Cumhurbaşkanlığı Yatırım ve Finans Ofisi Başkanı Ahmet Burak Dağlıoğlu, Türkiye’nin katılım bankacılığında aktif bir politika izlediğini vurgulayarak, “Katılım finans alanında faaliyet gösteren şirketlerin İstanbul’dan bölgeye hizmet vermesini istiyoruz.” dedi.
Dağlıoğlu, “Yeni Ufuklar: Müslüman Çoğunluklu Toplumların Ötesinde Küresel Piyasalarda İslam Ekonomisi” temasıyla dördüncüsü düzenlenen AlBaraka Zirvesi’nde konuştu.

Bu zirve, katılım finansının küresel ölçekte nasıl konumlandığını ve Türkiye’nin bu alandaki potansiyelini tartışmak için önemli bir platform oluşturuyor.
Türkiye’de bankacılık sektörü varlıklarının büyüklüğü yaklaşık bir trilyon dolar seviyesine yaklaştı. Bu toplamın yüzde 8’i katılım bankaları tarafından kontrol ediliyor. Bu oran, sektördeki büyümenin sürdürülebilirliği açısından kritik bir gösterge olarak değerlendiriliyor.
Dağlıoğlu, Türkiye’de sukuk (İslami tahvil) ihraçlarının piyasa toplamının yüzde 12’sine tekabül ettiğini belirtti. Bu rakam, hem yerli hem de yabancı yatırımcıların İslami finans araçlarına olan ilgisinin artmasını yansıtıyor.
Türkiye Varlık Fonu’nun sukuk piyasasında aktif olduğunu ve bu alanda sermaye piyasalarını derinleştirmeye odaklandığını vurgulayan Dağlıoğlu, “Potansiyeli ve önemi göz önünde bulundurulduğunda, fonun bu alandaki yatırımları stratejik bir öncelik taşıyor.” dedi.
Borsa İstanbul’da toplam 350 milyar dolarlık piyasa değerinin yaklaşık yüzde 30’u katılım endeksindeki şirketler tarafından oluşturuluyor. Bu oran, katılım finansının yerel piyasalardaki ağırlığını gösteren önemli bir veri olarak öne çıkıyor.
Dağlıoğlu, üç yıl önce hazırlanan ulusal stratejinin bir kısmının hayata geçirildiğini, bir kısmının ise mevzuat değişiklikleri nedeniyle meclisin takvimine bağlı olarak beklediğini belirtti. “Önümüzdeki yıllar için yeni bir strateji hazırlıyoruz ve katkı sağlamak isteyen herkesin desteğine açığız.” şeklinde konuştu.

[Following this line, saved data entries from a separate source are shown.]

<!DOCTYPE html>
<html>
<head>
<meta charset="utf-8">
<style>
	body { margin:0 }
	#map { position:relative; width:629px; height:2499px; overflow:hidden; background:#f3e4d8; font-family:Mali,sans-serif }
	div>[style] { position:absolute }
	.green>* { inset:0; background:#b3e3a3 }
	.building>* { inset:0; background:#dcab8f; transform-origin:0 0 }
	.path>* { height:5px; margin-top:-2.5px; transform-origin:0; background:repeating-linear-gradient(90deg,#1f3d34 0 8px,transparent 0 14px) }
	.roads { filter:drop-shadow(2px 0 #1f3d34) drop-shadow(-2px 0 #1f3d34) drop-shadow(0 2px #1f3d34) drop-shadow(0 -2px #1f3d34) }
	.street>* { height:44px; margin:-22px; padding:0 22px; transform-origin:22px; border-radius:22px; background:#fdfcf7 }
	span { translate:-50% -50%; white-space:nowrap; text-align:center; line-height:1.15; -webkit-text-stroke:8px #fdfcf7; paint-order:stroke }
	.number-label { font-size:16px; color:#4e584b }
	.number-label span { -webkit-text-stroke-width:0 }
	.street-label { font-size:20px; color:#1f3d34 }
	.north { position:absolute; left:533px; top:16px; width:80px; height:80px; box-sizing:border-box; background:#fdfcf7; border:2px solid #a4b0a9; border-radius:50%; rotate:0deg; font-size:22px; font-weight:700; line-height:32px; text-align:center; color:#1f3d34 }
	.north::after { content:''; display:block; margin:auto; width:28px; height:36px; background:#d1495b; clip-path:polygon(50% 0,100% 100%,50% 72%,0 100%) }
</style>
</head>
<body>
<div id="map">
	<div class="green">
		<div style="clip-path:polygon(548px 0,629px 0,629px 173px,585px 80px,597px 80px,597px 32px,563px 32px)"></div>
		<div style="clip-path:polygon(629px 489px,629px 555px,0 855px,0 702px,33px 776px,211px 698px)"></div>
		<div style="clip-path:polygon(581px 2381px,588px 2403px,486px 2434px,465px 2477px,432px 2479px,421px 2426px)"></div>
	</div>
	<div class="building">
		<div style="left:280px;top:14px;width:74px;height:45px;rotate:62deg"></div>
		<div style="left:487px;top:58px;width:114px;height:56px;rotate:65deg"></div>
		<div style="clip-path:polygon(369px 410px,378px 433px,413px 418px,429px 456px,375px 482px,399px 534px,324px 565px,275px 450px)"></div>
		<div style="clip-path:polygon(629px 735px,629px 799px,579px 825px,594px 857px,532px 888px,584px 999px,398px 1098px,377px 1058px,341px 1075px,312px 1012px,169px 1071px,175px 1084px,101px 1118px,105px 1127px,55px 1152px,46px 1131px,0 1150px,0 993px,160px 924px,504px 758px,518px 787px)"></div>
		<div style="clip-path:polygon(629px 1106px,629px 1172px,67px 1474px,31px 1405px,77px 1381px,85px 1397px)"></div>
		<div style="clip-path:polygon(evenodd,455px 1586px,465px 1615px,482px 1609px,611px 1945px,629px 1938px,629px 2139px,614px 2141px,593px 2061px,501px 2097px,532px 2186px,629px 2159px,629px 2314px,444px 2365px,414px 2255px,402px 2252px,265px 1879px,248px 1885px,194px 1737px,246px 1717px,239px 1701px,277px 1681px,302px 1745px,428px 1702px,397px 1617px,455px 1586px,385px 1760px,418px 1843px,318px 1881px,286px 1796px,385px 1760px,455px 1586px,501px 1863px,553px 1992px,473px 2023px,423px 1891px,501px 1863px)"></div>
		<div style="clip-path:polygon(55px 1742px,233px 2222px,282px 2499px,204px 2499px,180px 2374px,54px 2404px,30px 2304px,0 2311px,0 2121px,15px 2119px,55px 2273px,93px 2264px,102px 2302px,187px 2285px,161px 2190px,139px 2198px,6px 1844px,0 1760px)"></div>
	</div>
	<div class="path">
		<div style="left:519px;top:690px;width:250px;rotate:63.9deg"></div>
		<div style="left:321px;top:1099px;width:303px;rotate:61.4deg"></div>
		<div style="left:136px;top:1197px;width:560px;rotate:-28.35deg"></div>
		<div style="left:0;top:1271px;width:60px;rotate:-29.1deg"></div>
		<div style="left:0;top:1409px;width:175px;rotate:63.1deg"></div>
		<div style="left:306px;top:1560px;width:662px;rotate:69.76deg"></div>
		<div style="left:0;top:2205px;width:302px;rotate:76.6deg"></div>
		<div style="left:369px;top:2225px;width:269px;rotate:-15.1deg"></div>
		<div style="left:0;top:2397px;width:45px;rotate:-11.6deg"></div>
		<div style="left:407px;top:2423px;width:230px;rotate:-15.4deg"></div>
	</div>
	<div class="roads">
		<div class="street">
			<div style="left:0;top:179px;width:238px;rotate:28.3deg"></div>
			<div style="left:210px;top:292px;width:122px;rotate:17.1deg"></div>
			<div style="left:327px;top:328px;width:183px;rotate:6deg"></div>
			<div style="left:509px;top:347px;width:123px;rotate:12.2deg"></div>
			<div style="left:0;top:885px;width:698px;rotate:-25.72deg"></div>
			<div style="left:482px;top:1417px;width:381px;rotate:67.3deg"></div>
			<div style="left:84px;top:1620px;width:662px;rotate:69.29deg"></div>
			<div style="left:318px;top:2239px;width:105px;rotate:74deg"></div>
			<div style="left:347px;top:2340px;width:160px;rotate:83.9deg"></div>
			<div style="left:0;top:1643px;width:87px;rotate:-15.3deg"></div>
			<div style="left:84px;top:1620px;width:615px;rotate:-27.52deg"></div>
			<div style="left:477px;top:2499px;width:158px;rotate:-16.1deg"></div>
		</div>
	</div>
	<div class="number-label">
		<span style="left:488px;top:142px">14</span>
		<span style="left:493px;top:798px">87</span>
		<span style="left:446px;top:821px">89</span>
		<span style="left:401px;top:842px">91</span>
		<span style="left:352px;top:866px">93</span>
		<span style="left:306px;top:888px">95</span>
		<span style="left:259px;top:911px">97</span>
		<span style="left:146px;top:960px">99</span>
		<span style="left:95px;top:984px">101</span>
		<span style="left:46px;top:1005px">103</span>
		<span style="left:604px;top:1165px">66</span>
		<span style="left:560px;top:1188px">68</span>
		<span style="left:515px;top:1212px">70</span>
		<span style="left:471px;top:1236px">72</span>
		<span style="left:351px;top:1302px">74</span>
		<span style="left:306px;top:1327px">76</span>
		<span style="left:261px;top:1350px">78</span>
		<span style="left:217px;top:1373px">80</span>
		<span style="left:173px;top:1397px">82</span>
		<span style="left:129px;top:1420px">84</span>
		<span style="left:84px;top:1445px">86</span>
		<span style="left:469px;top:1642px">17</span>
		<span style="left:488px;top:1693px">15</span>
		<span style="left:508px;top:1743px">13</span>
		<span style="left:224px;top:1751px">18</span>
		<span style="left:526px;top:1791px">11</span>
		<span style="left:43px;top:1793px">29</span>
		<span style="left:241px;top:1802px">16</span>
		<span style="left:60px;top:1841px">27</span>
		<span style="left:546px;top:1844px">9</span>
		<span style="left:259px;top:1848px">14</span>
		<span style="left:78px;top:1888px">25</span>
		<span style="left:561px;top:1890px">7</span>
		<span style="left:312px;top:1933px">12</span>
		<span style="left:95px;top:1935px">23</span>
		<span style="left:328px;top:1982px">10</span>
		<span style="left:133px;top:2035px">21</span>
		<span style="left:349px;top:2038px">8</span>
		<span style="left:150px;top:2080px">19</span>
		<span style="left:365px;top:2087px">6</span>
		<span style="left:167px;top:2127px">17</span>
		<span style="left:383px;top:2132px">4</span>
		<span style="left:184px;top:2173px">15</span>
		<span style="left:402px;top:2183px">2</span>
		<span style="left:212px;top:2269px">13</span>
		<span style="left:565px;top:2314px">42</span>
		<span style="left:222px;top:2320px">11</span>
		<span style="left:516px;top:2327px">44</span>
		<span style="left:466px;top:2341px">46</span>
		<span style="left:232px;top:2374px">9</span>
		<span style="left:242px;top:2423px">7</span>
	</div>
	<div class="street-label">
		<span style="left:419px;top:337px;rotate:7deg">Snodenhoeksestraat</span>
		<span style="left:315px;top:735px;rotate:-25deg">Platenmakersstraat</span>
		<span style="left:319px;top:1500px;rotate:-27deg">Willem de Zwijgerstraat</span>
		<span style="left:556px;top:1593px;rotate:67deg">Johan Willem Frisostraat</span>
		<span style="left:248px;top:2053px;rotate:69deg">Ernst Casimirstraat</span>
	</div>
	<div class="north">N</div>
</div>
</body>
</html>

İstanbul Finans Merkezi’nin, Türkiye’nin finansal hizmet ihracatını teşvik etme hedefiyle kritik bir rol oynadığını hatırlatan Dağlıoğlu, şirketlerin kurumlar vergisi indirimleri ve çeşitli teşviklerden faydalanabileceğini hatırlattı.
“Türkiye, Orta Asya, Orta Doğu ve Avrupa ile derin tarihsel, kültürel ve ekonomik bağlara sahiptir. İstanbul hâlihazırda üretim, lojistik ve bölgesel yönetim merkezi konumunda. Katılım finans kuruluşlarının bu bölgelere ulaşmak için Türkiye’yi bir merkez olarak konumlandırabileceğini düşünüyoruz ve bunu destekliyoruz.” ifadesi, bölgesel entegrasyon vizyonunu ortaya koyuyor.
Katılım finansın küresel finans sistemindeki payının yalnızca yüzde 1’in biraz üzerinde olduğunu vurgulayan Dağlıoğlu, “Küresel hacim büyümezse ülkeler kendi içinde sınırlı kalır.” diyerek büyüme potansiyeline işaret etti.
AlBaraka Zirvesi’nin İstanbul’da süreceği ve gelecek yıl mayıs ya da haziran ayında yeniden düzenleneceği duyuruldu. Bu etkinlik, katılım finansının gelişim yol haritasını şekillendirecek bir diğer önemli adım olacak.